Naturally, while I had been quiet all day until the arrival of the fish order, all my customers for the day decided to come while I was trying to process it. Fishy gloves need to be removed to work the till and I lost count of the number of times I took them off and put them back on again.
The Missus arrived home next and suddenly we had orders to get ready for delivery. Luckily, the Missus gave me a hand to put together the fish orders as the first customer had arrived and was waiting outside. It took a while to pull everything together and then we had to concentrate on the deliveries. It was nearing six o'clock when the Missus got away to start delivering.
Looking back, I think it all went very well. I had one customer call back and tell me that the fish looked very good and to remind me that I had forgotten to include some wine she had ordered - whoops. I was relieved that it was not to tell me I had completely mucked up the order or the prices were way too high.
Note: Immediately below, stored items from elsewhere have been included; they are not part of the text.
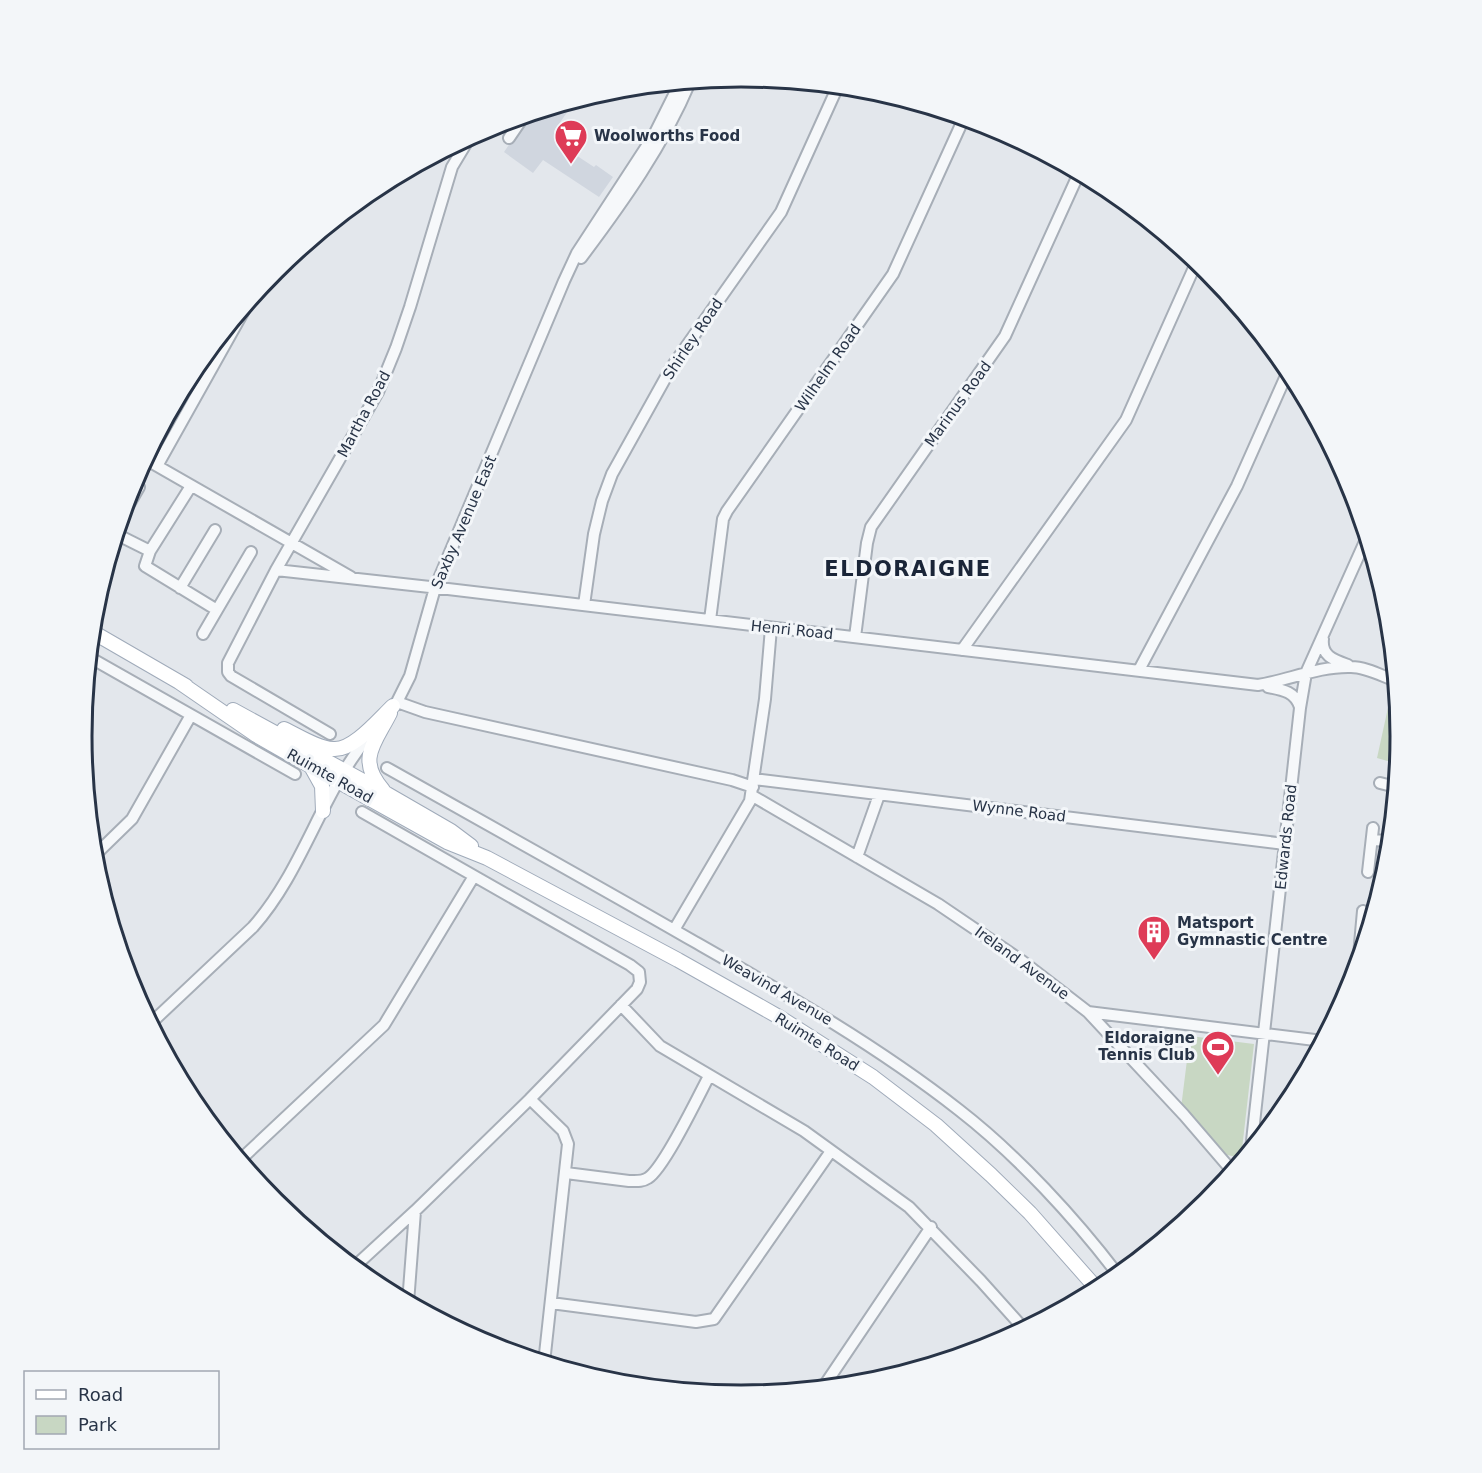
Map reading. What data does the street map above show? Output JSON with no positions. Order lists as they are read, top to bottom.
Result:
{
  "streets": {
    "main road": ["Ruimte Road"],
    "street": [
      "Shirley Road",
      "Wilhelm Road",
      "Marinus Road",
      "Martha Road",
      "Saxby Avenue East",
      "Henri Road",
      "Wynne Road",
      "Edwards Road",
      "Ireland Avenue",
      "Weavind Avenue"
    ]
  },
  "crossings": [
    ["Shirley Road", "Henri Road"],
    ["Wilhelm Road", "Henri Road"],
    ["Marinus Road", "Henri Road"],
    ["Martha Road", "Henri Road"],
    ["Saxby Avenue East", "Henri Road"],
    ["Saxby Avenue East", "Ruimte Road"],
    ["Saxby Avenue East", "Ireland Avenue"],
    ["Henri Road", "Edwards Road"],
    ["Wynne Road", "Edwards Road"],
    ["Wynne Road", "Ireland Avenue"]
  ],
  "districts": ["ELDORAIGNE"],
  "places": {
    "supermarket": ["Woolworths Food"],
    "building": ["Matsport Gymnastic Centre"],
    "sports": ["Eldoraigne Tennis Club"]
  },
  "legend": ["Road", "Park"]
}
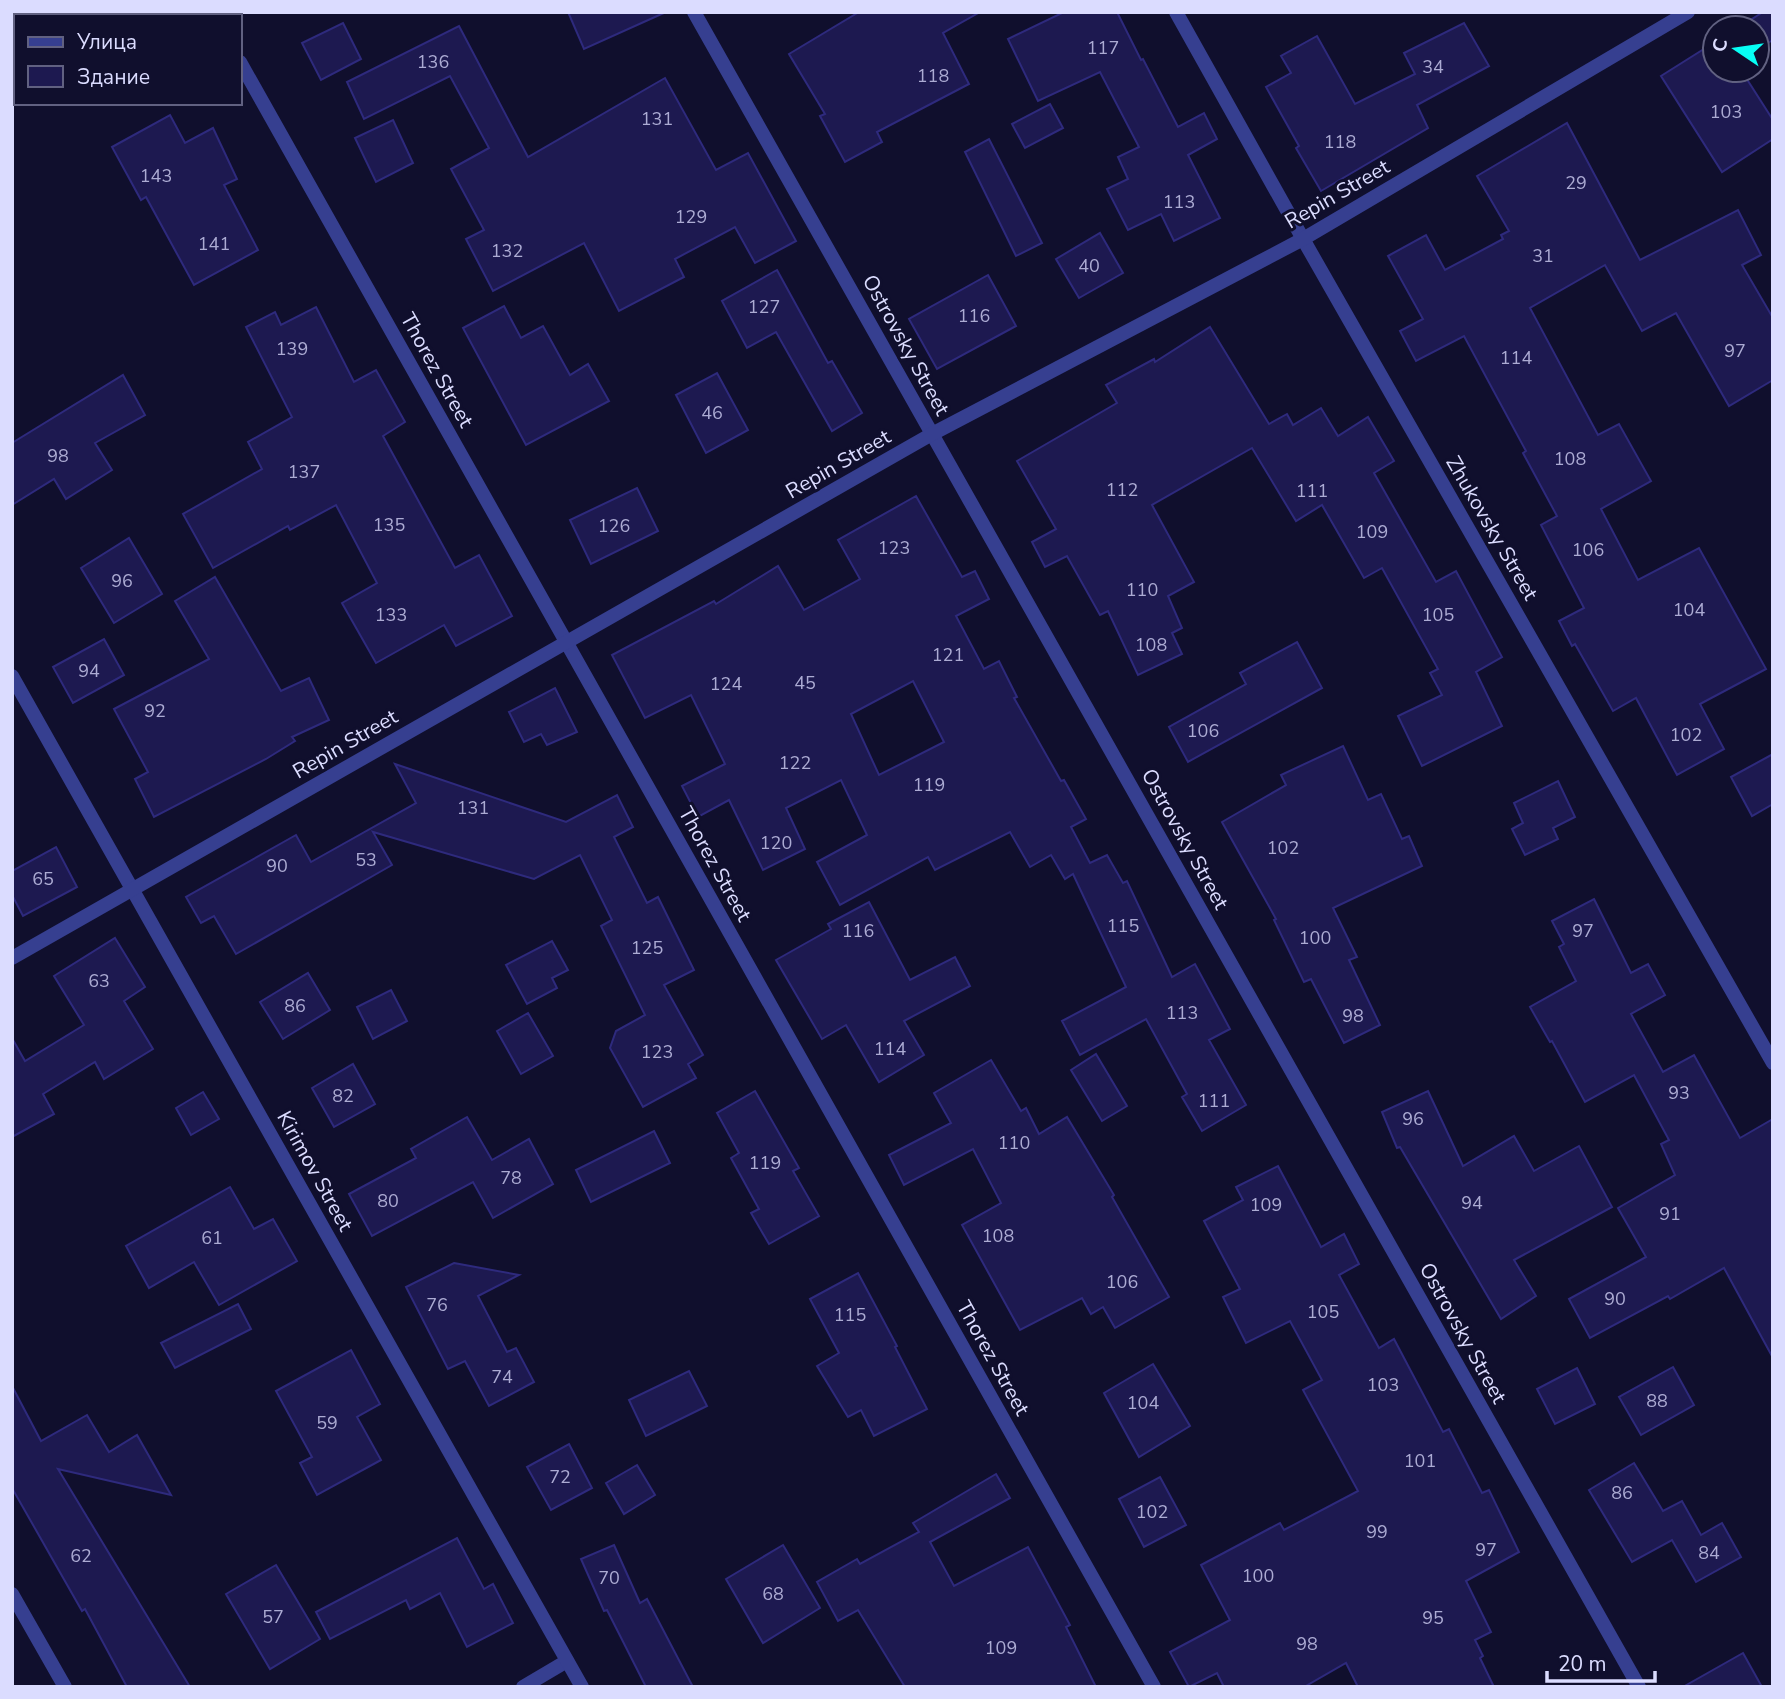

Of course, we ate quite late and in the meantime, while dinner cooked itself, I sat in the window and wondered at the beautiful evening that had arrived without me noticing. The breeze had diminished through the day and the skies had brightened with the clouds being white and fluffy and the blue sky being very blue. There were quite a few gannets in the bay, and I seem to remember them diving earlier on. They were joined by some herring gulls, who would rather wait until dinner presents itself rather than doing any actual work for it. I have to say, that sound rather good to me.
April 30th - Thursday
It appears that winter has returned to The Cove. Heavy rain was still falling when I went down to ready the shop and, like yesterday, it was just clearing when I ran the bleddy hound down the slipway to the Harbour beach. Unlike yesterday, there was a fierce blow whistling around the corner of the boathouse and it was chilly, too. I had anticipated this and had to resort to my heavy rain jacket for the first time in a while.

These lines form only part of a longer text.